Teleport experienced a major incident on February 26, 2023 affecting Cloud Service, lasting 9h 54m. The incident has been resolved; the full update timeline is below.
Affected components
Update timeline
- investigating Feb 26, 2023, 07:24 AM UTC
We are currently investigating degraded regional connectivity for some customers.
- identified Feb 26, 2023, 08:17 AM UTC
We are working to resolve the connectivity issues across our regions.
- monitoring Feb 26, 2023, 09:42 AM UTC
We have observed restored connectivity in affected regions. Continuing to monitor the cluster.
- resolved Feb 26, 2023, 05:19 PM UTC
The incident has been resolved. No further issues have been observed in affected regions.

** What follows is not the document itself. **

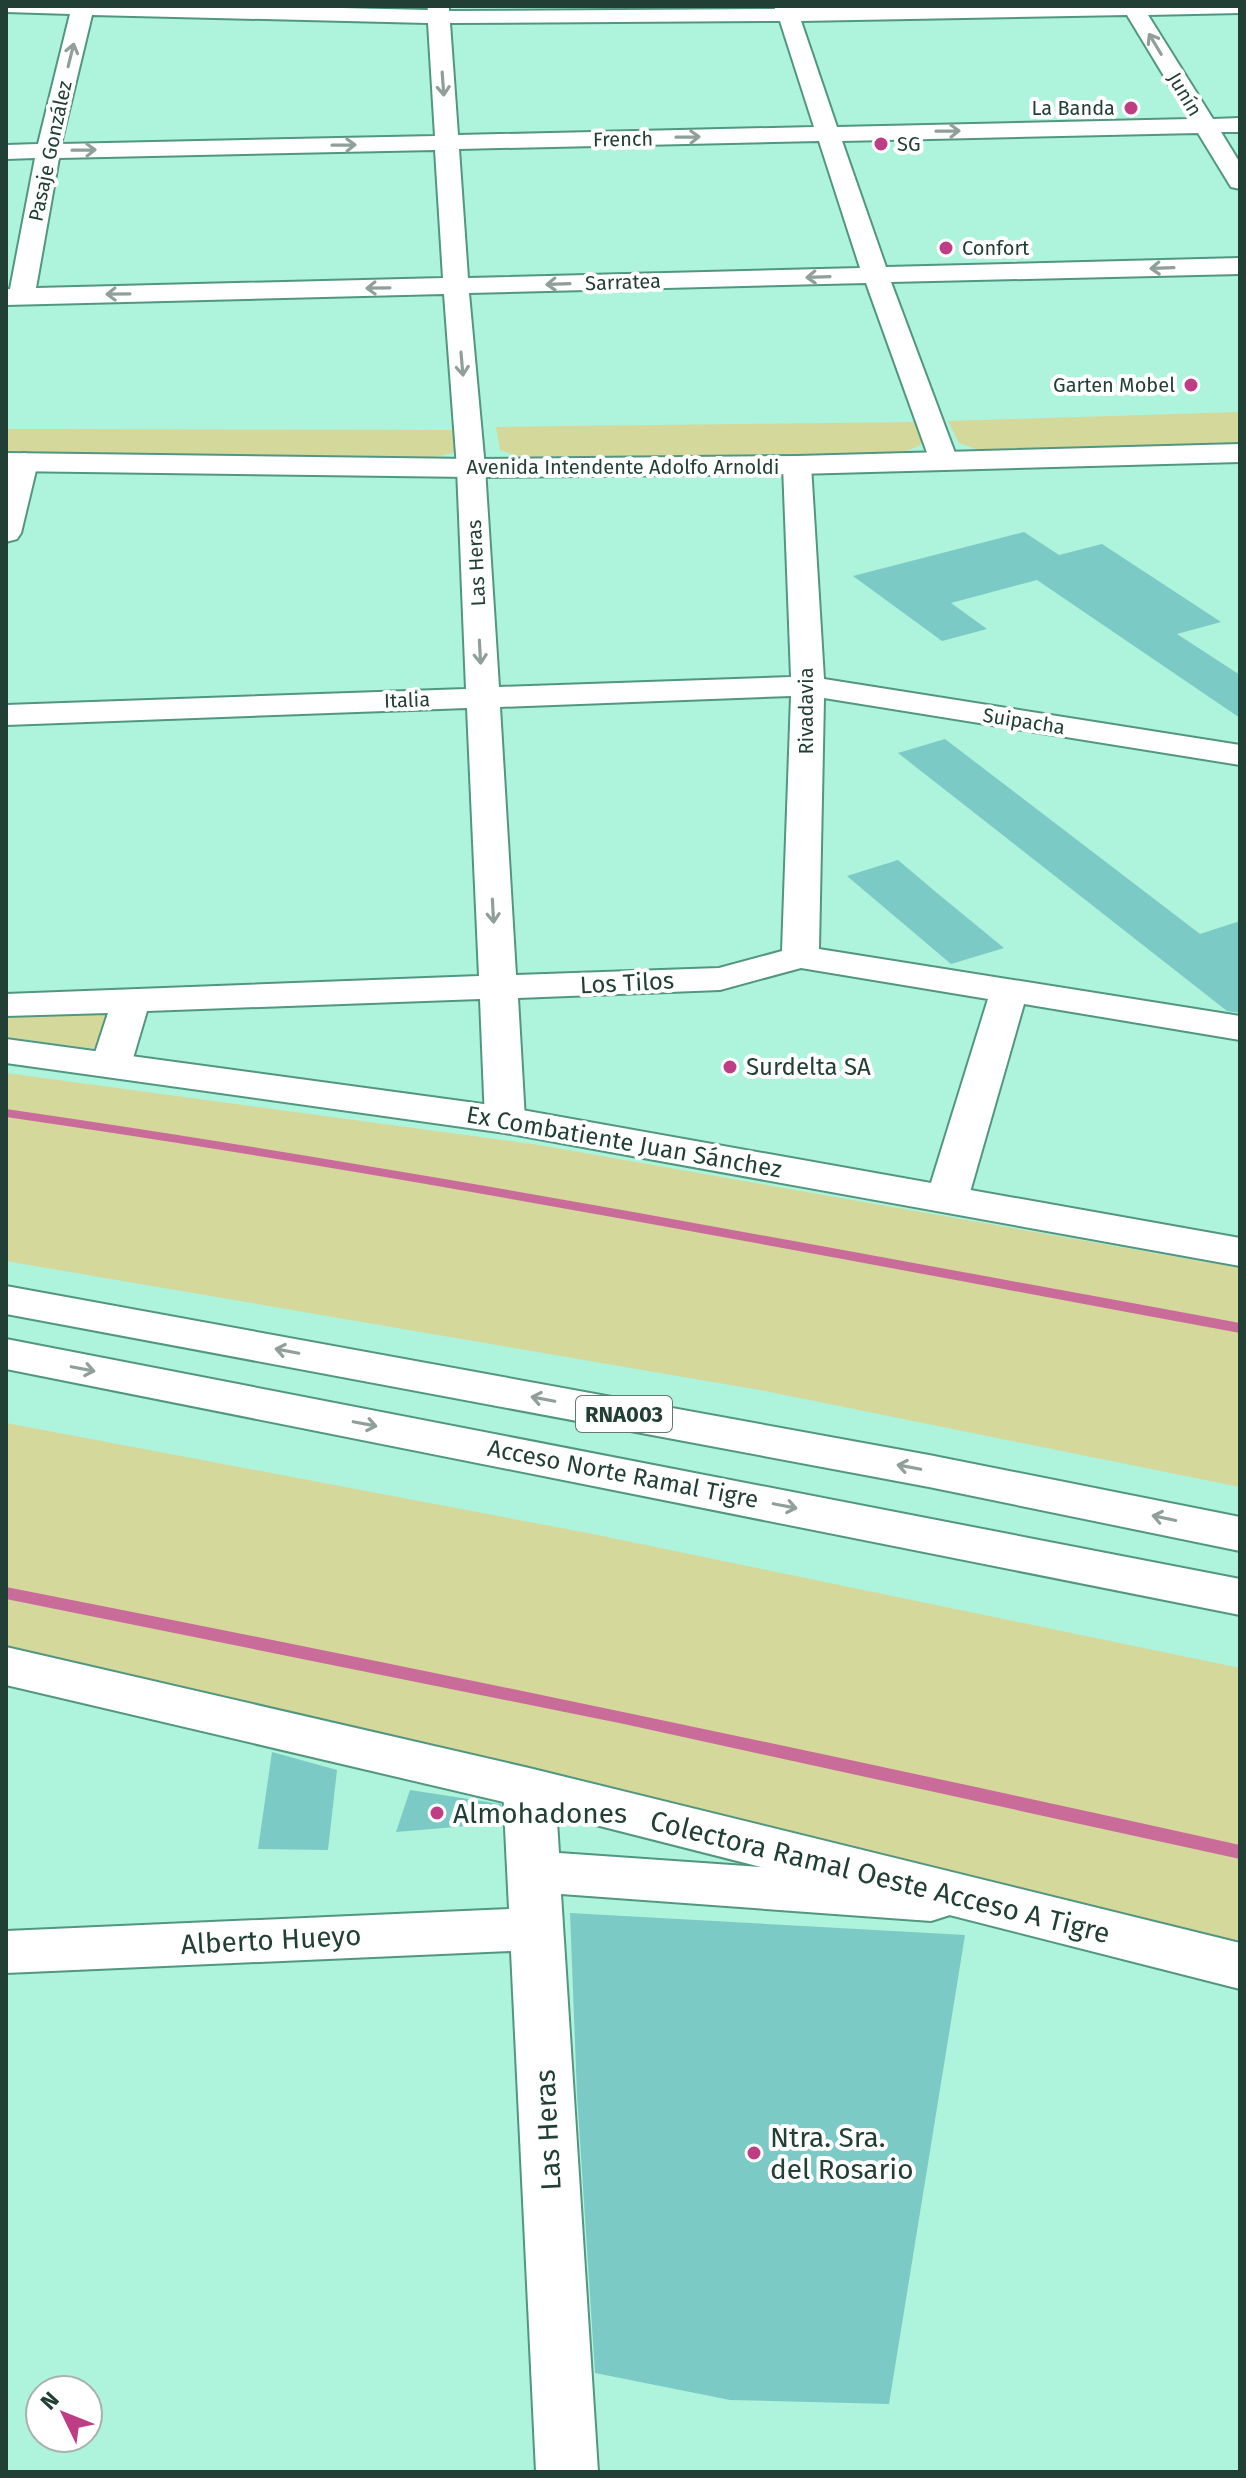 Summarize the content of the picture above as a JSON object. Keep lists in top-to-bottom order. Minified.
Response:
{"streets":{"main road":["Avenida Intendente Adolfo Arnoldi","Ex Combatiente Juan Sánchez","RNA003","Acceso Norte Ramal Tigre","Colectora Ramal Oeste Acceso A Tigre"],"street":["Junín","French","Pasaje González","Sarratea","Las Heras","Italia","Rivadavia","Suipacha","Los Tilos","Alberto Hueyo"]},"crossings":[["Junín","French"],["French","Pasaje González"],["French","Las Heras"],["Pasaje González","Sarratea"],["Sarratea","Las Heras"],["Avenida Intendente Adolfo Arnoldi","Las Heras"],["Avenida Intendente Adolfo Arnoldi","Rivadavia"],["Las Heras","Italia"],["Las Heras","Los Tilos"],["Las Heras","Ex Combatiente Juan Sánchez"],["Las Heras","Colectora Ramal Oeste Acceso A Tigre"],["Las Heras","Alberto Hueyo"],["Italia","Rivadavia"],["Italia","Suipacha"],["Rivadavia","Suipacha"],["Rivadavia","Los Tilos"]],"one_way":["Pasaje González","Las Heras"],"places":["La Banda","SG","Confort","Garten Mobel","Surdelta SA","Almohadones","Ntra. Sra. del Rosario"],"north":"top left"}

- postmortem Mar 06, 2023, 10:52 PM UTC
On Saturday, February 25, 2023, Teleport Cloud upgraded machine images in all regions. This maintenance required all cloud components and tenant clusters to be cycled. The rollout was done one region at a time which occurred between 15:00 UTC and 20:00 UTC. On Sunday, February 26, 2023, at 3:00 UTC, Teleport Cloud received an escalation from a customer of latency in the APAC region. This was resolved by cycling the customer's proxy servers. Later that morning at 6:30 UTC, Teleport Cloud received another escalation from multiple customers about an inability to login. Support staff observed elevated error rates on global ingress services in multiple regions. Those ingress services were cycled, one region at a time, between 7:50 UTC and 9:00 UTC. Error rates subsided and the incident was resolved. On Monday, February 27, 2023, the Teleport Cloud Engineering team began investigating the root cause of the outage. Later that morning, the team had reproduced the same behavior in the Teleport Cloud staging environment. The cause was a DNS failure within the global ingress service. Cycling machines also cycled internal CNI DNS services, which changed the IP address associated with the DNS service. The global ingress service only updates its DNS service IP when its configuration is reloaded, so the service failed to resolve incoming connections until the service was cycled. This outage exposed a number of areas the Teleport Cloud team is actively working to resolve. 1. This failure was not detected by the team's observability stack. This has since been resolved and deployed. 2. This issue was not caught when performing the same maintenance in the team's testing and staging environments. To mitigate, the team has added additional steps to the testing checklist that includes verifying tenant clusters are operational and users can login by testing with a canary tenant. 3. The operational procedure for rolling out the next set of machine images has been updated to include verification that the global ingress service's configuration is reloaded after the DNS service IP changes. The Teleport Cloud team has already scheduled a project this quarter focused on enhancing the global ingress service which will increase reliability for all customers and avoid the need to reload configurations. Additional scope has been added to that project to evaluate short-term solutions to completely mitigate this issue the next time machine images require updating.